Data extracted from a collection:
▼▼▼

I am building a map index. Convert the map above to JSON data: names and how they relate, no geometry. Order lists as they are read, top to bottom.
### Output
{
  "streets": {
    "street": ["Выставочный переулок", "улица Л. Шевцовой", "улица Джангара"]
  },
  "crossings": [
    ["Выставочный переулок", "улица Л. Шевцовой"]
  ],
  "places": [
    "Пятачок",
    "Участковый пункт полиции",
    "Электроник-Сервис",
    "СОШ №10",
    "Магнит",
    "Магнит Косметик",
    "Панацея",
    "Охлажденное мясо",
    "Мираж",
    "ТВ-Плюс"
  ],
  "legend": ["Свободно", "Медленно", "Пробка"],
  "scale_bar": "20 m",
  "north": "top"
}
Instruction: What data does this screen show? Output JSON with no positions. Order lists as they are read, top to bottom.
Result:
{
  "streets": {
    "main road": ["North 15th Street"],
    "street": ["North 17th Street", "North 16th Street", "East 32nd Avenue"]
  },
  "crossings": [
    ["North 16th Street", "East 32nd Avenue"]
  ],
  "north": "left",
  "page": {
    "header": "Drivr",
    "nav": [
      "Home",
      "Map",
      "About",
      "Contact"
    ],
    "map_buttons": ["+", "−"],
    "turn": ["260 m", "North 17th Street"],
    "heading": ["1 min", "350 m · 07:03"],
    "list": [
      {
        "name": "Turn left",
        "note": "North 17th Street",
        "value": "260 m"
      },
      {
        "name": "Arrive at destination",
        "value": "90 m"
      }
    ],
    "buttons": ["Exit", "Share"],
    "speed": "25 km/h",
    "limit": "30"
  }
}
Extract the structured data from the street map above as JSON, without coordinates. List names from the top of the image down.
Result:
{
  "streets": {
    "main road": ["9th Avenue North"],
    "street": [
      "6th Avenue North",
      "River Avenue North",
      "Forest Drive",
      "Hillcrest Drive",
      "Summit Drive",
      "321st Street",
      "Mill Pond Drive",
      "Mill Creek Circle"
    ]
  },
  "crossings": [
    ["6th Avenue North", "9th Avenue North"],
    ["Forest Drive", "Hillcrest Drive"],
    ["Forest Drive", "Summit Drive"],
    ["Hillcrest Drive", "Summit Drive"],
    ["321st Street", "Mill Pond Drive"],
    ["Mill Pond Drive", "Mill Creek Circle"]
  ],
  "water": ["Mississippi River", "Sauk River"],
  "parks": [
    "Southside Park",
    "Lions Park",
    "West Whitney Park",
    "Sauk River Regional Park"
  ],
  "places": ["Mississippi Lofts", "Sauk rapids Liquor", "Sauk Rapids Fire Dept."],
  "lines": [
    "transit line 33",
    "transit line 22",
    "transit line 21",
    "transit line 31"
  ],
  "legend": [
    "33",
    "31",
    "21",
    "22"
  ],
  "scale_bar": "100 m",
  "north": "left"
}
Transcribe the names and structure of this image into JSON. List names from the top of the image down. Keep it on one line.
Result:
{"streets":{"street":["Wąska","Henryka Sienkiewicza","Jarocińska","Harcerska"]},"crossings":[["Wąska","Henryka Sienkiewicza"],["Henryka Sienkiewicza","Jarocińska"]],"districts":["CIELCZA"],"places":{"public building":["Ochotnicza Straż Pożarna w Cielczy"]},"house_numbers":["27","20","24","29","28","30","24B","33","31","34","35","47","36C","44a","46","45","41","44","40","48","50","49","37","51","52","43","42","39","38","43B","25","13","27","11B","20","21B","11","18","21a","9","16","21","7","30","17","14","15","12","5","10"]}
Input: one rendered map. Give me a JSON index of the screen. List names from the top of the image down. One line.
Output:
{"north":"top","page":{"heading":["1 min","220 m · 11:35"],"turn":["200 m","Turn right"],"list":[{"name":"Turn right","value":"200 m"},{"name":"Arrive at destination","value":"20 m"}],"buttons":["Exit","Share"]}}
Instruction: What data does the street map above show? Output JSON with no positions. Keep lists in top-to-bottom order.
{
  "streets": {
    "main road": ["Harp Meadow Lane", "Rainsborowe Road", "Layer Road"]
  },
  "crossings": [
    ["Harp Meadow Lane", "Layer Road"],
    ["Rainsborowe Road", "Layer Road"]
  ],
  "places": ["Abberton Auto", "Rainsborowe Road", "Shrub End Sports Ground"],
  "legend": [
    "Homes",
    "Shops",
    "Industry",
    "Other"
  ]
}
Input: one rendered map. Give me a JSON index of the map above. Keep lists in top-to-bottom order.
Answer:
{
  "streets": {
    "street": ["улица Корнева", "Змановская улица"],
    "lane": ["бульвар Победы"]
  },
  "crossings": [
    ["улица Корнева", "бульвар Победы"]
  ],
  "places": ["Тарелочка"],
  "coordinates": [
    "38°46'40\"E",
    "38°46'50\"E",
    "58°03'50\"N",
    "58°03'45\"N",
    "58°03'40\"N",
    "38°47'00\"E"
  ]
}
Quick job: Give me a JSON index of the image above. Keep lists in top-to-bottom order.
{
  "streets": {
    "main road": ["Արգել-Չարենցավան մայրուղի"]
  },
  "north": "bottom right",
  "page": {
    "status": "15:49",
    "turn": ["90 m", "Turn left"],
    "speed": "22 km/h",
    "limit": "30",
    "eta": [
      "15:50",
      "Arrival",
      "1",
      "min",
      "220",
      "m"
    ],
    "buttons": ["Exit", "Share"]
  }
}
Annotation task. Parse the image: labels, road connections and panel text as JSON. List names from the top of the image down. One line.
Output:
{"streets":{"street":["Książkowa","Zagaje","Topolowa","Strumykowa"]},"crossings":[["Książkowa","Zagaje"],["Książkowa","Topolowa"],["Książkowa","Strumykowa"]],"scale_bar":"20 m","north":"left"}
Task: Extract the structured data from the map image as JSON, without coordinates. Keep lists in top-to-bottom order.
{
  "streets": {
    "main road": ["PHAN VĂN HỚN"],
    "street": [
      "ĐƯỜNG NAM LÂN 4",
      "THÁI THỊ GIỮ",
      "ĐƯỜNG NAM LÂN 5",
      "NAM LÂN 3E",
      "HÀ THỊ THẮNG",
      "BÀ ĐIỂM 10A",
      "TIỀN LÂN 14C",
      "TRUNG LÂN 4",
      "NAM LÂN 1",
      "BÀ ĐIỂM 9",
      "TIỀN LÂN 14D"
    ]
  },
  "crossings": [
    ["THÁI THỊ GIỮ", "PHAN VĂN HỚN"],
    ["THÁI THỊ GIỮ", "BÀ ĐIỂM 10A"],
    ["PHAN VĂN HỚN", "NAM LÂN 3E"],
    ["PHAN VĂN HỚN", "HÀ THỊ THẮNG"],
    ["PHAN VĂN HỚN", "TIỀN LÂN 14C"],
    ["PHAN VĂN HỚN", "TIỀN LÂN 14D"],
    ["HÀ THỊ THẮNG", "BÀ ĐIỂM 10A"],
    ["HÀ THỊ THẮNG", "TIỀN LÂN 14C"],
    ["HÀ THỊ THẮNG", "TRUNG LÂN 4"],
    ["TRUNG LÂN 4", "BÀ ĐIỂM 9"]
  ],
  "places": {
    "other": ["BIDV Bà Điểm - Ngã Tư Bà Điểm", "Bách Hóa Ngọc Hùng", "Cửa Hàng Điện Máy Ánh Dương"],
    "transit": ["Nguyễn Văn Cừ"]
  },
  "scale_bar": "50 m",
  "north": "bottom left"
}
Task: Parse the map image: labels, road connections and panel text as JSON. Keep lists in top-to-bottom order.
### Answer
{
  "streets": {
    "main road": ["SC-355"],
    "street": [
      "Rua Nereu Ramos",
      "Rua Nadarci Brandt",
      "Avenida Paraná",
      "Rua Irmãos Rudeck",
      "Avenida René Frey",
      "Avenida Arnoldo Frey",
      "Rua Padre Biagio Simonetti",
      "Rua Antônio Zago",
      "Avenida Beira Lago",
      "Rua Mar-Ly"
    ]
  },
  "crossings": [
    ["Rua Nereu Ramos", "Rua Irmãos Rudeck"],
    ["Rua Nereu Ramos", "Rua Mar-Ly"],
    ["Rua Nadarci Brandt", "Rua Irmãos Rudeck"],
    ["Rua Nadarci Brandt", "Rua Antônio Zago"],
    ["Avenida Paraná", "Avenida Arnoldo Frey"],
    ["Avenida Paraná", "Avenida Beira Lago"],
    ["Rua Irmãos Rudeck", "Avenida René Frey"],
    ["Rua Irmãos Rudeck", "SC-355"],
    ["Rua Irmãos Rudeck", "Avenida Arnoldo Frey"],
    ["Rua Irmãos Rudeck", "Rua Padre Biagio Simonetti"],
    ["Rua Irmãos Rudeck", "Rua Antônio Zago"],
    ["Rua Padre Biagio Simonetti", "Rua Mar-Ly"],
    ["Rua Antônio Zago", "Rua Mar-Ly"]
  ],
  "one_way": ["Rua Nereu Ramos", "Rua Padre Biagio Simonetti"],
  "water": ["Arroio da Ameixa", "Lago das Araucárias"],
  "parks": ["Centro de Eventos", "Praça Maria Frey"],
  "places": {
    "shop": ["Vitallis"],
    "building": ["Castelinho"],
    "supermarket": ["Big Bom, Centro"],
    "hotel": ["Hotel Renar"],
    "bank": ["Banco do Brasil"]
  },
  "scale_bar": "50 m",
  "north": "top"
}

▲▲▲

» WORK TASK
What lines in the entries contain "text"? Report each one by copying it.

» WRITTEN ANSWER
Annotation task. Parse the image: labels, road connections and panel text as JSON. List names from the top of the image down. One line.
Task: Parse the map image: labels, road connections and panel text as JSON. Keep lists in top-to-bottom order.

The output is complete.